**WHAT THIS TASK INVOLVES:** Tell how many lines of the data include the word "Give". Nothing but the number belongs in the answer.

### SUPPLIED ENTRIES ###

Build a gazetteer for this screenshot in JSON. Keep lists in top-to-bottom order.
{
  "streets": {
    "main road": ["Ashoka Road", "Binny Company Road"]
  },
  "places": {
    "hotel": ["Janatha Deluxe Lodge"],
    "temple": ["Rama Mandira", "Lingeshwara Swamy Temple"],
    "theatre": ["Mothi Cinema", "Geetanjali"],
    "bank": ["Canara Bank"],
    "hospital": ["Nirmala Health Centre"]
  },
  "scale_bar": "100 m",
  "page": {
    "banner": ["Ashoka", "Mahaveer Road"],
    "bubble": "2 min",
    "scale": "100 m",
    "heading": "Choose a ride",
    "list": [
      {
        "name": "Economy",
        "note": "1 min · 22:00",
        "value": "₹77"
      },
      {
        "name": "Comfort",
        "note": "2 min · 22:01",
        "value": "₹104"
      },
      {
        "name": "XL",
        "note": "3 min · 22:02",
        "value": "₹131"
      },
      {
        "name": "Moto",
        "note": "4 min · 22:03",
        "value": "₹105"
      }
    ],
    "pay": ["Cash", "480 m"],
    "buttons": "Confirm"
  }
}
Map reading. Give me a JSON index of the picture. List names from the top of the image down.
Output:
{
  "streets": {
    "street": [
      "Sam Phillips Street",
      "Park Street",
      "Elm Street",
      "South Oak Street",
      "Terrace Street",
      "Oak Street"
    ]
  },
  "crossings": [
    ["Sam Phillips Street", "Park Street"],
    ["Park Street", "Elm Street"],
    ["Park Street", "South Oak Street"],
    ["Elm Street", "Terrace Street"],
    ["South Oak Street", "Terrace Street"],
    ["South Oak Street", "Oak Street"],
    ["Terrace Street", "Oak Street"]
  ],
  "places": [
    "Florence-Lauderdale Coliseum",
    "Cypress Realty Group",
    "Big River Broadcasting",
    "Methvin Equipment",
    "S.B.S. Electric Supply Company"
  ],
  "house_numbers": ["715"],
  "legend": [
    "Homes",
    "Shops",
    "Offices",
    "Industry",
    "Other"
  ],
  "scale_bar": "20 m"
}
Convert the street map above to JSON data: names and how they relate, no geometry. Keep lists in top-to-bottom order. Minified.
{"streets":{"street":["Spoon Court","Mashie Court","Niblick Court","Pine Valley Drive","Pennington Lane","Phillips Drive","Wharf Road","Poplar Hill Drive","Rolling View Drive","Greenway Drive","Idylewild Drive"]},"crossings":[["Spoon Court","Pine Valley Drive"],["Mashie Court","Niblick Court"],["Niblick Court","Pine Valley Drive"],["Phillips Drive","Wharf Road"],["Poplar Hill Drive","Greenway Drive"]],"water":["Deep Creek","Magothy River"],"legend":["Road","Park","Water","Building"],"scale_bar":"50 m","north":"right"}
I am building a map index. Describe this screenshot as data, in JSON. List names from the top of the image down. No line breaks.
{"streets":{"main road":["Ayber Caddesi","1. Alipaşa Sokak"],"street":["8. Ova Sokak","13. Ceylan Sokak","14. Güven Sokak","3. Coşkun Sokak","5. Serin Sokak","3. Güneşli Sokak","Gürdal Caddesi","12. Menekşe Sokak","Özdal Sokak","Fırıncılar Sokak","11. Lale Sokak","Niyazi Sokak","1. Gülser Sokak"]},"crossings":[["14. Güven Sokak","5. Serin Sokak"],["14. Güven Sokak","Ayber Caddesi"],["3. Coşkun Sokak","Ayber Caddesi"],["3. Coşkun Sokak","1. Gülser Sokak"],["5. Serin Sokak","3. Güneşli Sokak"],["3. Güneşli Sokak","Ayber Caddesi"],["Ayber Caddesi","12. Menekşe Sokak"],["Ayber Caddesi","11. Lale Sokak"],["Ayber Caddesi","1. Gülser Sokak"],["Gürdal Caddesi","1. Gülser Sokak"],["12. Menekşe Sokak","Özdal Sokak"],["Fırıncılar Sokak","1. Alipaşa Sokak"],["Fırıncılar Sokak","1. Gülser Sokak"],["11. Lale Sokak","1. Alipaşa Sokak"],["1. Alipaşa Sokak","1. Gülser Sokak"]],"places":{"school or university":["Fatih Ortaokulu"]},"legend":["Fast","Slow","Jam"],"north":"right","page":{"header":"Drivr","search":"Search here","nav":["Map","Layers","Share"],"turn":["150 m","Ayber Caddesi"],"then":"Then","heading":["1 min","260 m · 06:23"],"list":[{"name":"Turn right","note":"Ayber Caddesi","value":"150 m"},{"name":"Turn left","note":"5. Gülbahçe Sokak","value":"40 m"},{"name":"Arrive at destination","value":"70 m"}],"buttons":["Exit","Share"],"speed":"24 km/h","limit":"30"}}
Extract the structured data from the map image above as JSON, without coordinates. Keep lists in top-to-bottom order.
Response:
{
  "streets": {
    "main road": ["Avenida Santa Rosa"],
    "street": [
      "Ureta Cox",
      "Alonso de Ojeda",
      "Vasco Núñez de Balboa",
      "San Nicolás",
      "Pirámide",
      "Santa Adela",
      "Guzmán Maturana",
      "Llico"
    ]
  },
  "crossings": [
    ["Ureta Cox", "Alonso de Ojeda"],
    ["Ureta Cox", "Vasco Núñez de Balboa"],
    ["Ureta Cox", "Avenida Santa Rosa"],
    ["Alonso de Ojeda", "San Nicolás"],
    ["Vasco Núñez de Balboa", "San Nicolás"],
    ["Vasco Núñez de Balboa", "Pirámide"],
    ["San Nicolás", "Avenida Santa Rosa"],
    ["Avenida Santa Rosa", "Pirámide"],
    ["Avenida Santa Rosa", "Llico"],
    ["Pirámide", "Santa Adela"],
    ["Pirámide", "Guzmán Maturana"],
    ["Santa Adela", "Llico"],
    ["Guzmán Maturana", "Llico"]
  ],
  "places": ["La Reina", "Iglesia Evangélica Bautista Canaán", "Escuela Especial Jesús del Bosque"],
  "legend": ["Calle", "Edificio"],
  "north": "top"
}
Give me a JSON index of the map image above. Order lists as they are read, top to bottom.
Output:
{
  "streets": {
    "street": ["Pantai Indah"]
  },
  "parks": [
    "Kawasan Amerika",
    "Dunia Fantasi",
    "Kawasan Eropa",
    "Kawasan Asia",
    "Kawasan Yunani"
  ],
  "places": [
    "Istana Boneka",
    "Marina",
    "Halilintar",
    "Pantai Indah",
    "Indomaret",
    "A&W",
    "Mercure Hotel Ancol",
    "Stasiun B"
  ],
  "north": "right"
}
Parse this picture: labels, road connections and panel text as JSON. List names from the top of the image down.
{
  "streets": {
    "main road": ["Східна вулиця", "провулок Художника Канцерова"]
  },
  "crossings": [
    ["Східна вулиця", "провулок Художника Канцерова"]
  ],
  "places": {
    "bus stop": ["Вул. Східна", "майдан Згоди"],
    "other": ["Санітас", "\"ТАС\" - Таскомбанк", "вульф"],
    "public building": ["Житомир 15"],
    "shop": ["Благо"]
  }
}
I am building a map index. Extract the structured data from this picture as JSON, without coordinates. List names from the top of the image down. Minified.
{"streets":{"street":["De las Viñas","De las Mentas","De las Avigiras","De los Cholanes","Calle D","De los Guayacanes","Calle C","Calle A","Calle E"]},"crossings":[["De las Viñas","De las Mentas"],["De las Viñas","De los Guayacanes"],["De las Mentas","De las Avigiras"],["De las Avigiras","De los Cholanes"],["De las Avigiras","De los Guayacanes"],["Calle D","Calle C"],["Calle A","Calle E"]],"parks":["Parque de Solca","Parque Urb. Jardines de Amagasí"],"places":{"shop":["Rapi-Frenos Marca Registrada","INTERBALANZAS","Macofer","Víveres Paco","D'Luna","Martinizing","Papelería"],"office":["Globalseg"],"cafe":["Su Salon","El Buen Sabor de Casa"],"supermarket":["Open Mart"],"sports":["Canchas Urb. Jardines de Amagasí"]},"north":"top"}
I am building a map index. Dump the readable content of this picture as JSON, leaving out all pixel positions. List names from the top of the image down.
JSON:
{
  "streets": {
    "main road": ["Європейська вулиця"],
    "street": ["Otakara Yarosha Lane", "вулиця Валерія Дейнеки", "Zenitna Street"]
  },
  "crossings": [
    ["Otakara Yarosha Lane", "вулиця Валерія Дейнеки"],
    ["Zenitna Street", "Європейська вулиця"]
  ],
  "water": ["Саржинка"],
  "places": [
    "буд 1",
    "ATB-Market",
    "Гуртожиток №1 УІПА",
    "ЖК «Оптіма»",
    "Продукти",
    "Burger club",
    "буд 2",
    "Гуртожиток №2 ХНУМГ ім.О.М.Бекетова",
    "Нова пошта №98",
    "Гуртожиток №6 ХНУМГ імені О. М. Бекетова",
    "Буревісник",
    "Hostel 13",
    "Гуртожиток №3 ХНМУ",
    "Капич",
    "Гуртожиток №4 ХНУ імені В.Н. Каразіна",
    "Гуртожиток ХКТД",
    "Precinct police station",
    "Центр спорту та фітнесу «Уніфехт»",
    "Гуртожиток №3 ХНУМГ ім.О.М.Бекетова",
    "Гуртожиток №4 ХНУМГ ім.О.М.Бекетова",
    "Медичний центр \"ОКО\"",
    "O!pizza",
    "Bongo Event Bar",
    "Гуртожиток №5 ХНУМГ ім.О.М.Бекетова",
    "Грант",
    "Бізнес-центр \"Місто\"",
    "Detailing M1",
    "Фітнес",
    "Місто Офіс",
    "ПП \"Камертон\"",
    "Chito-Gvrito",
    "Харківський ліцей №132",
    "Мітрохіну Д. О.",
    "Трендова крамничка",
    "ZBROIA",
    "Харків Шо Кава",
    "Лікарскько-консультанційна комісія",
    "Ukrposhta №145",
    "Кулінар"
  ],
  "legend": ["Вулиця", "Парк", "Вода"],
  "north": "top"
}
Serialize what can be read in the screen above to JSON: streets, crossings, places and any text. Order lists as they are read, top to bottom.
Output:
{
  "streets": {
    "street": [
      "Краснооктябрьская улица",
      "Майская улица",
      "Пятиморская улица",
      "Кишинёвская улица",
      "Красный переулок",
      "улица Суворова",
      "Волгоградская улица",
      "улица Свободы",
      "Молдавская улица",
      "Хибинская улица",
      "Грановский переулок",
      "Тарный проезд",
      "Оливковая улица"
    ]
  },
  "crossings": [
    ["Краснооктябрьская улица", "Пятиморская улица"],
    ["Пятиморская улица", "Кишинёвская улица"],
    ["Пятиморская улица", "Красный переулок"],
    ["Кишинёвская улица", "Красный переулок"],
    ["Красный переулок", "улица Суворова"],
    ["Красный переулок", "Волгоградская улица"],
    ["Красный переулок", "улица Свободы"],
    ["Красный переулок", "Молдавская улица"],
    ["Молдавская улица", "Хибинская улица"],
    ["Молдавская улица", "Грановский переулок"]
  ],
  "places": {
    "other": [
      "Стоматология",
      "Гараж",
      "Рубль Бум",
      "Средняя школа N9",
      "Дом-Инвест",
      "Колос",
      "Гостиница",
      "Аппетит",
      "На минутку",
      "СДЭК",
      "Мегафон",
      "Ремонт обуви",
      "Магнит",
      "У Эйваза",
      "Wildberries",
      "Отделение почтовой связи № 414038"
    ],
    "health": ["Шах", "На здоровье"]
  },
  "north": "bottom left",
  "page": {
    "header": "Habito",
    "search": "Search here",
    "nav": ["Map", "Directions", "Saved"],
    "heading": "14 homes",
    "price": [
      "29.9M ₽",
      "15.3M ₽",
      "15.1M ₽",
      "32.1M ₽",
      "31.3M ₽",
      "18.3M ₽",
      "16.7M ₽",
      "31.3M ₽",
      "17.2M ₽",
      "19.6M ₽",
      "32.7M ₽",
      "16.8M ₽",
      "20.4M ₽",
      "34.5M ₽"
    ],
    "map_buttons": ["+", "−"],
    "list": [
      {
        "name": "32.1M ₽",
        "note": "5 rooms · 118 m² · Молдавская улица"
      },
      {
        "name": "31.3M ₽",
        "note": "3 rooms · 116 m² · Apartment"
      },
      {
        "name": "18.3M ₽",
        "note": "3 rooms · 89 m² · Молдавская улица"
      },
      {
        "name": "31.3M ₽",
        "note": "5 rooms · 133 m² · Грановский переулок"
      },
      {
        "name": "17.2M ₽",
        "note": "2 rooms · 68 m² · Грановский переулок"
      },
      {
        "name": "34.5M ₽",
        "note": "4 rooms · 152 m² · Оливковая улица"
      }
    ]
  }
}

###

**ANSWER TO THIS TASK:** 2